#### [WORK INSTRUCTION]
Keep the pictures out of the copy and repeat the records exactly.

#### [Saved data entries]
───

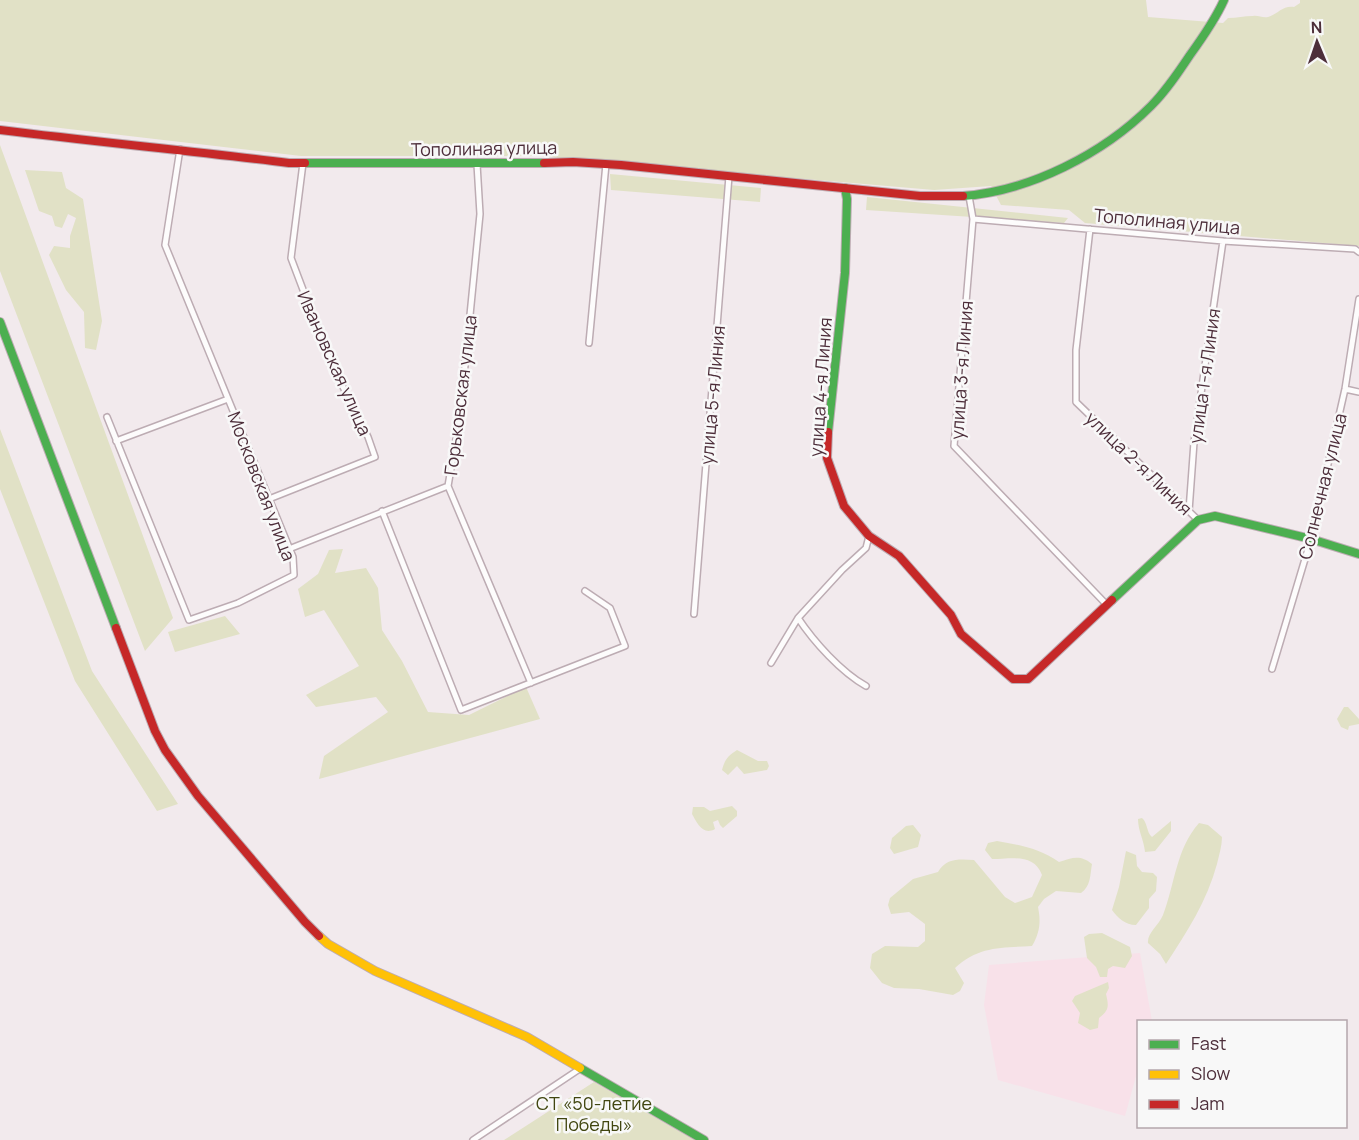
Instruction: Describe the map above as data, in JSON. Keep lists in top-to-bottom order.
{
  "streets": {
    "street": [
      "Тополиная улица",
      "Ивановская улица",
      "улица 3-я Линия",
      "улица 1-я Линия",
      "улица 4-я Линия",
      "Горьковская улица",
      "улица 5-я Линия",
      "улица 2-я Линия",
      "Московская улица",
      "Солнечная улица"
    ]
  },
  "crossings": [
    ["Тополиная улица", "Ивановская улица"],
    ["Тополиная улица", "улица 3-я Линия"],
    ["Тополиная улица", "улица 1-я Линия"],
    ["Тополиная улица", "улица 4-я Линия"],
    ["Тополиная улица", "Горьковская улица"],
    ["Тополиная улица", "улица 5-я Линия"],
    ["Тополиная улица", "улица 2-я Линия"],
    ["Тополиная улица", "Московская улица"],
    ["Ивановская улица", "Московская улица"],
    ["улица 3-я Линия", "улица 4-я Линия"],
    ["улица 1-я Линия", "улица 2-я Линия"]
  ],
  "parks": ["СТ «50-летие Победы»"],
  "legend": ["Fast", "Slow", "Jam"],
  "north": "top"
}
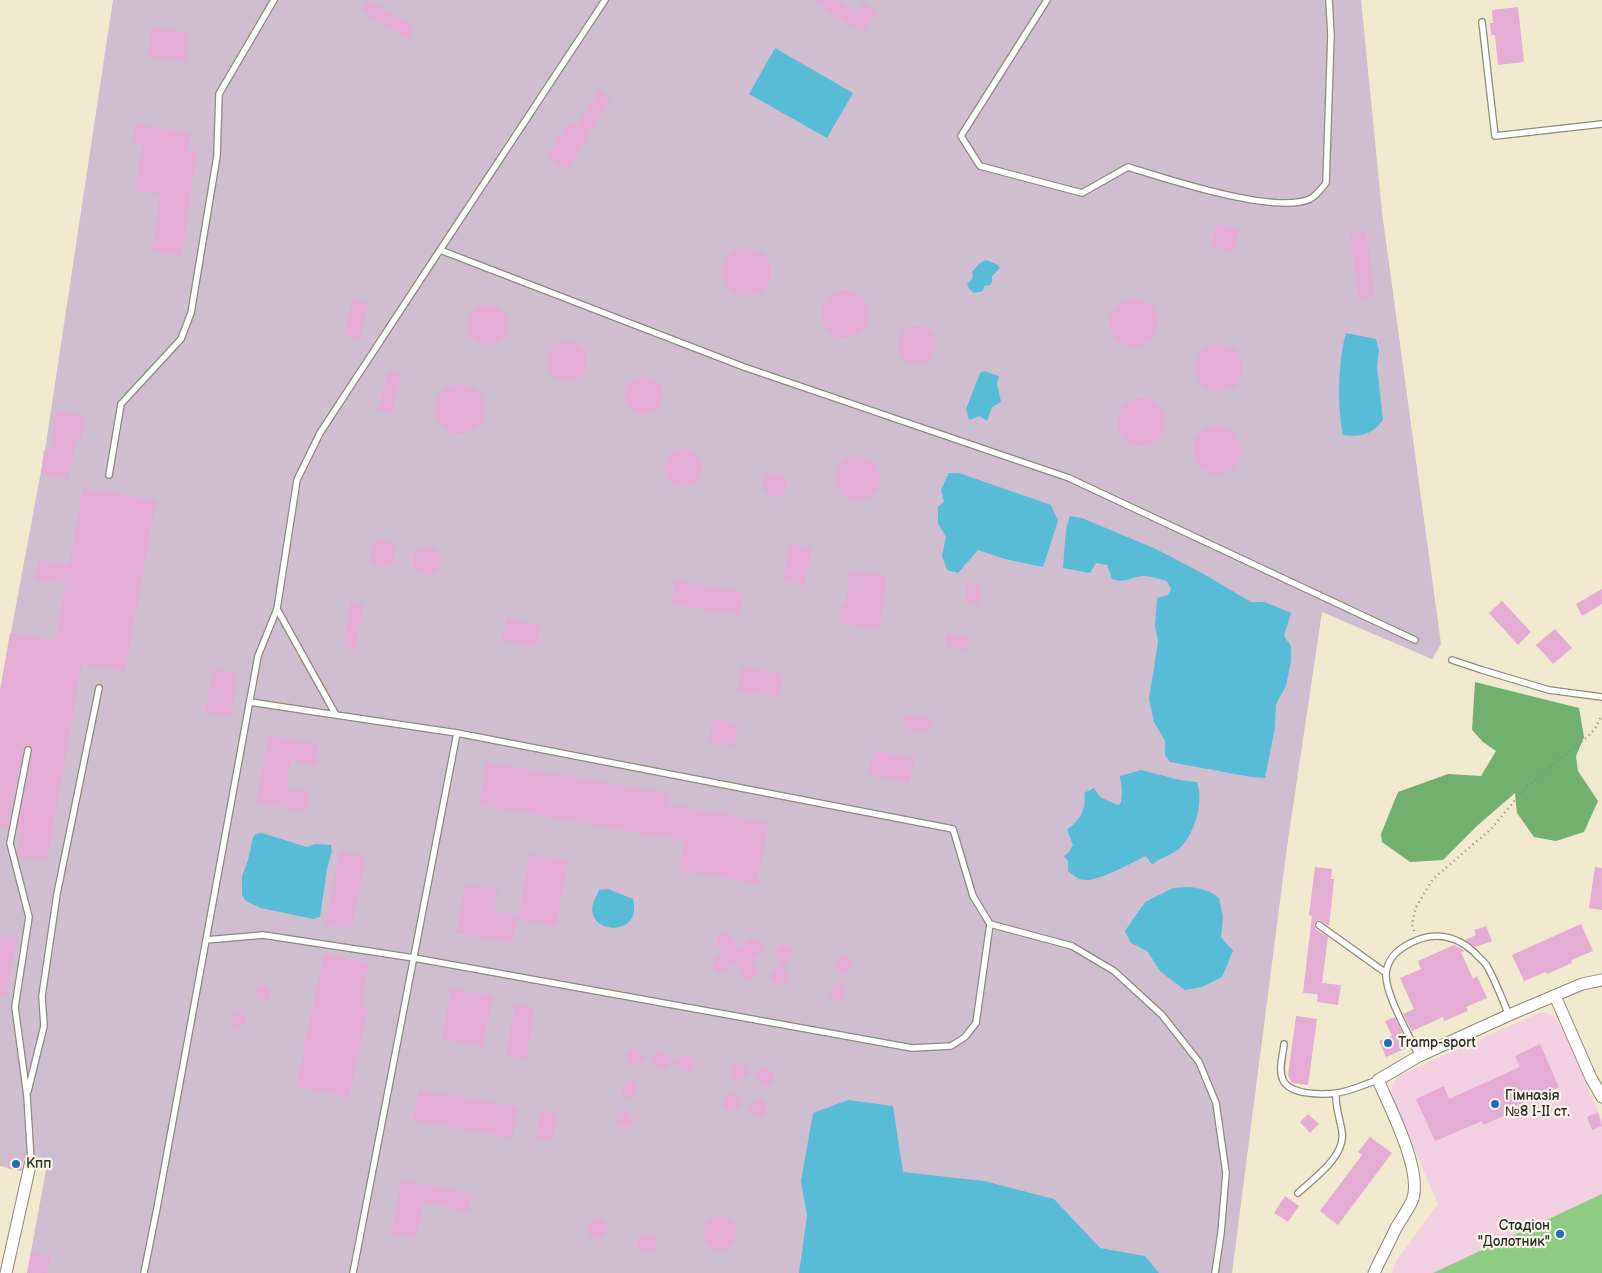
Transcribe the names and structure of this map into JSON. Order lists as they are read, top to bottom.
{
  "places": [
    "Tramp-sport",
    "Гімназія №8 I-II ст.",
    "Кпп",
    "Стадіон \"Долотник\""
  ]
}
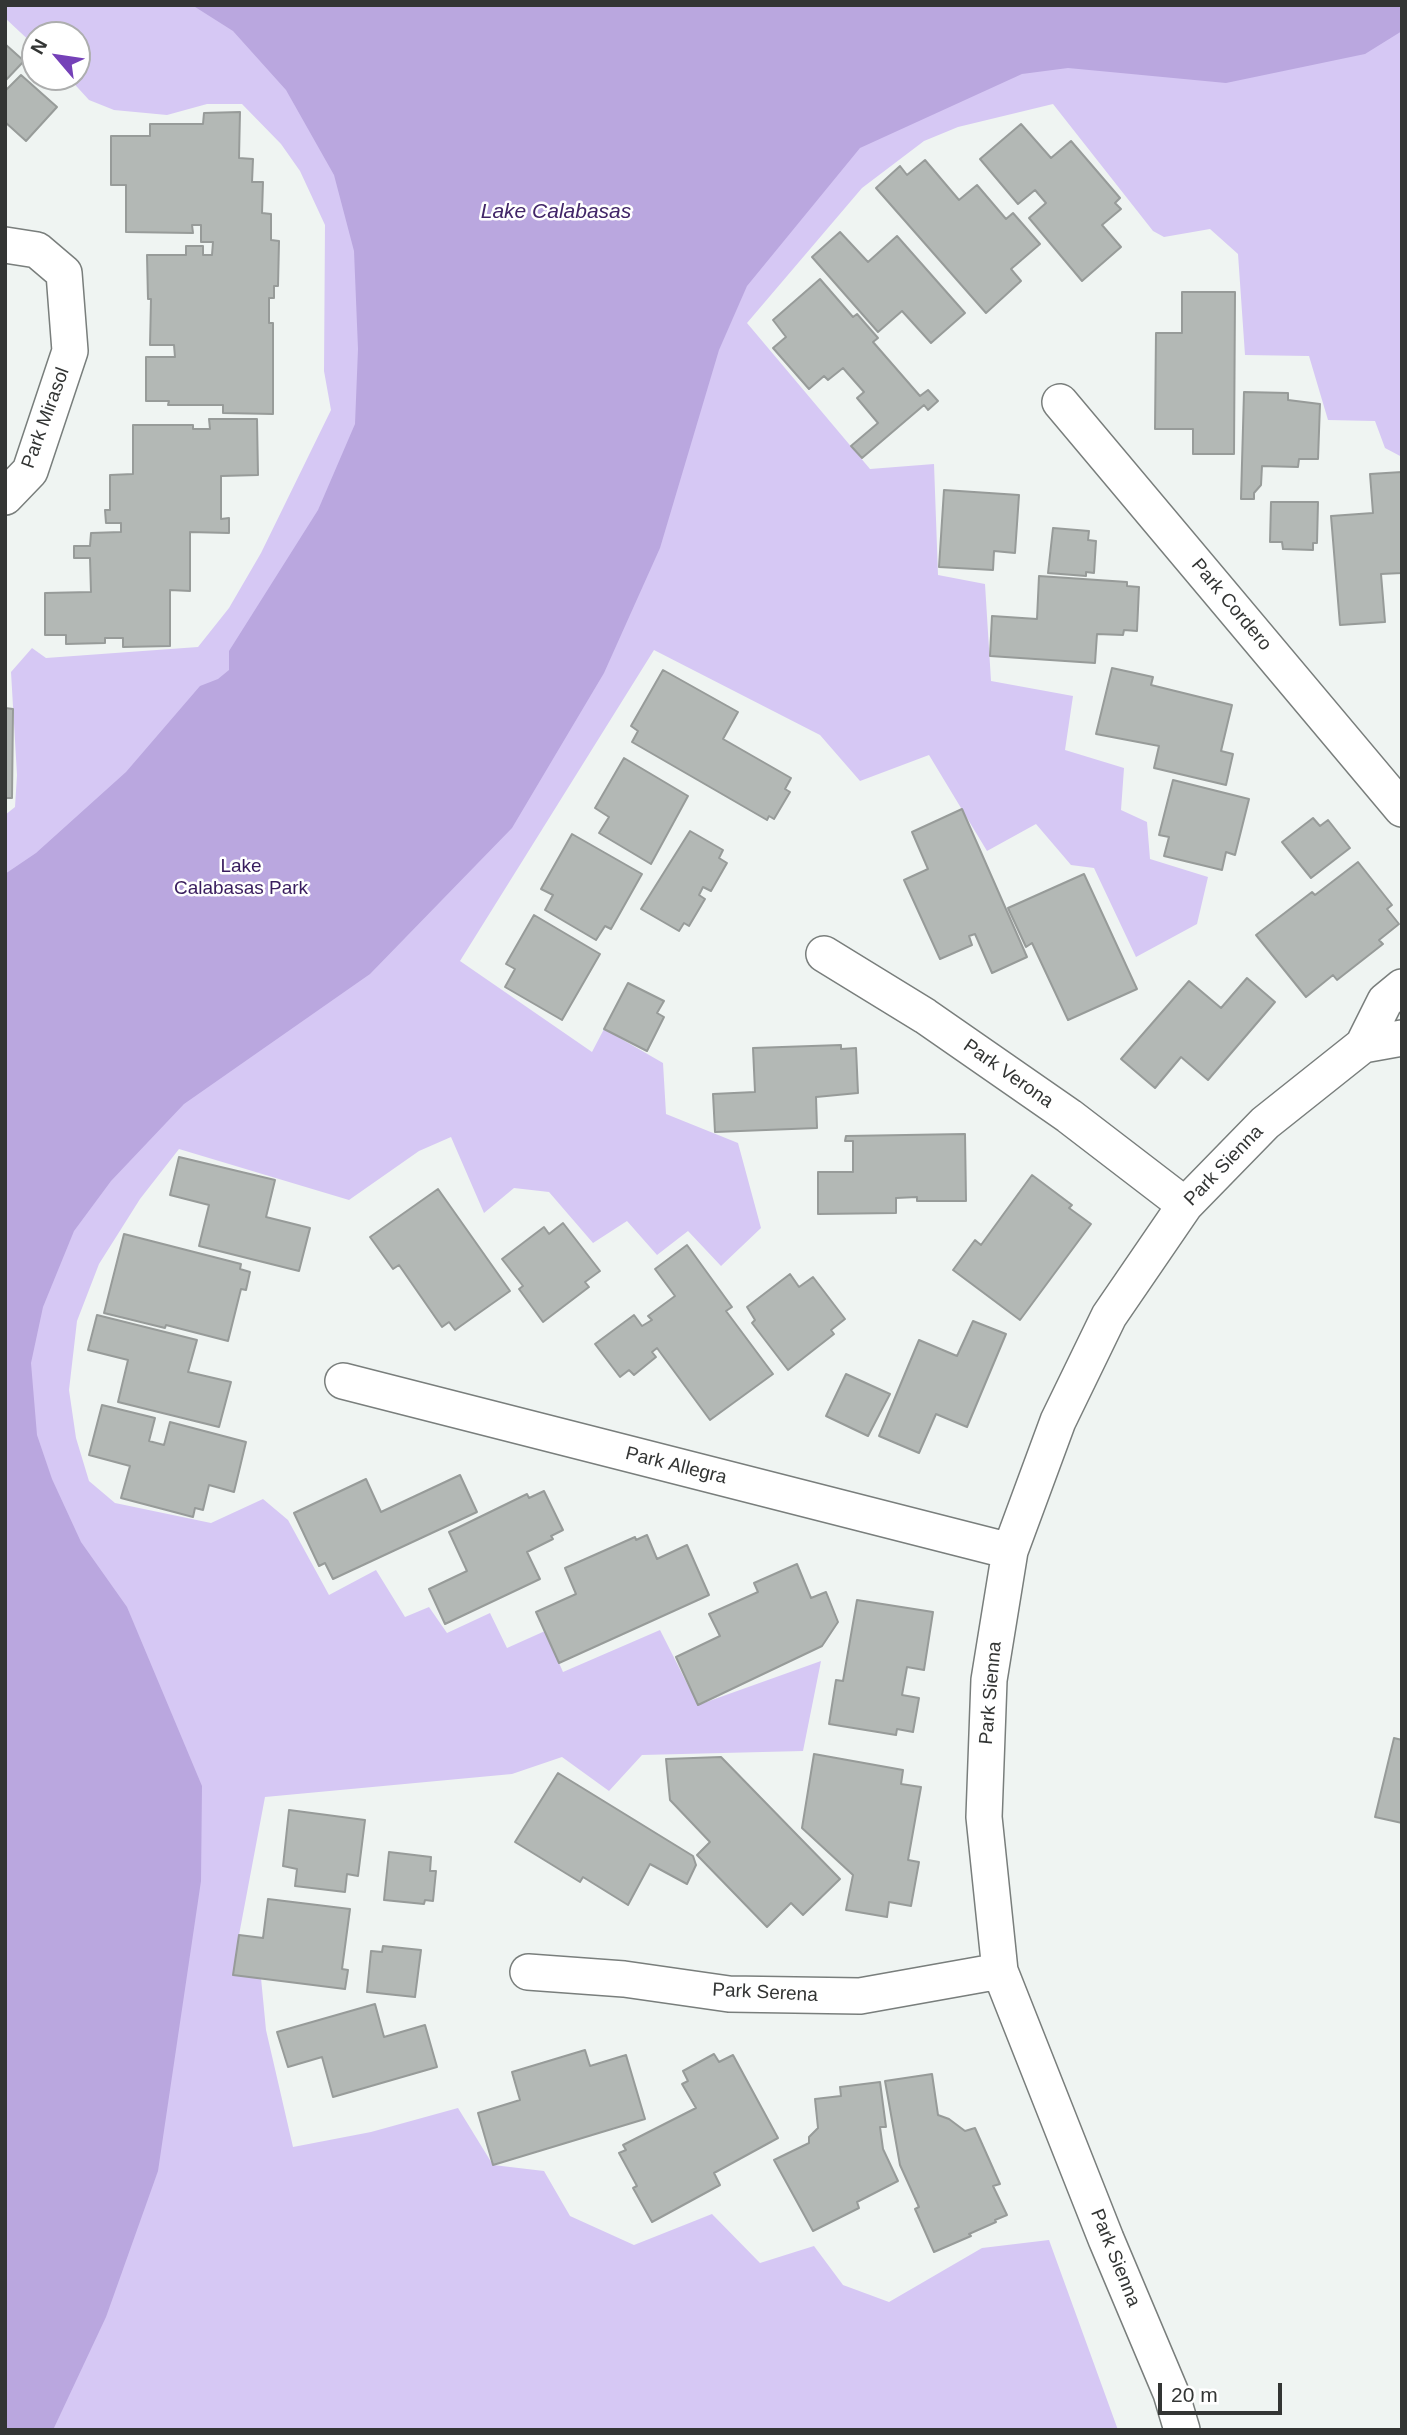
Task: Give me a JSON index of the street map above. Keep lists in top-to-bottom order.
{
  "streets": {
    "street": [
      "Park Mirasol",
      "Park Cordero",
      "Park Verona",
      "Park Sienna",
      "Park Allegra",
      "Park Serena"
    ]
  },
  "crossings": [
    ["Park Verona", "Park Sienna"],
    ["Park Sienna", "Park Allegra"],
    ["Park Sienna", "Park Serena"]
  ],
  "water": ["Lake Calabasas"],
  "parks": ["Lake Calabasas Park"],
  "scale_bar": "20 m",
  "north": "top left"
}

───

#### [ANSWER SPACE]
Instruction: Describe the map above as data, in JSON. Keep lists in top-to-bottom order.
{
  "streets": {
    "street": [
      "Тополиная улица",
      "Ивановская улица",
      "улица 3-я Линия",
      "улица 1-я Линия",
      "улица 4-я Линия",
      "Горьковская улица",
      "улица 5-я Линия",
      "улица 2-я Линия",
      "Московская улица",
      "Солнечная улица"
    ]
  },
  "crossings": [
    ["Тополиная улица", "Ивановская улица"],
    ["Тополиная улица", "улица 3-я Линия"],
    ["Тополиная улица", "улица 1-я Линия"],
    ["Тополиная улица", "улица 4-я Линия"],
    ["Тополиная улица", "Горьковская улица"],
    ["Тополиная улица", "улица 5-я Линия"],
    ["Тополиная улица", "улица 2-я Линия"],
    ["Тополиная улица", "Московская улица"],
    ["Ивановская улица", "Московская улица"],
    ["улица 3-я Линия", "улица 4-я Линия"],
    ["улица 1-я Линия", "улица 2-я Линия"]
  ],
  "parks": ["СТ «50-летие Победы»"],
  "legend": ["Fast", "Slow", "Jam"],
  "north": "top"
}
Transcribe the names and structure of this map into JSON. Order lists as they are read, top to bottom.
{
  "places": [
    "Tramp-sport",
    "Гімназія №8 I-II ст.",
    "Кпп",
    "Стадіон \"Долотник\""
  ]
}
Task: Give me a JSON index of the street map above. Keep lists in top-to-bottom order.
{
  "streets": {
    "street": [
      "Park Mirasol",
      "Park Cordero",
      "Park Verona",
      "Park Sienna",
      "Park Allegra",
      "Park Serena"
    ]
  },
  "crossings": [
    ["Park Verona", "Park Sienna"],
    ["Park Sienna", "Park Allegra"],
    ["Park Sienna", "Park Serena"]
  ],
  "water": ["Lake Calabasas"],
  "parks": ["Lake Calabasas Park"],
  "scale_bar": "20 m",
  "north": "top left"
}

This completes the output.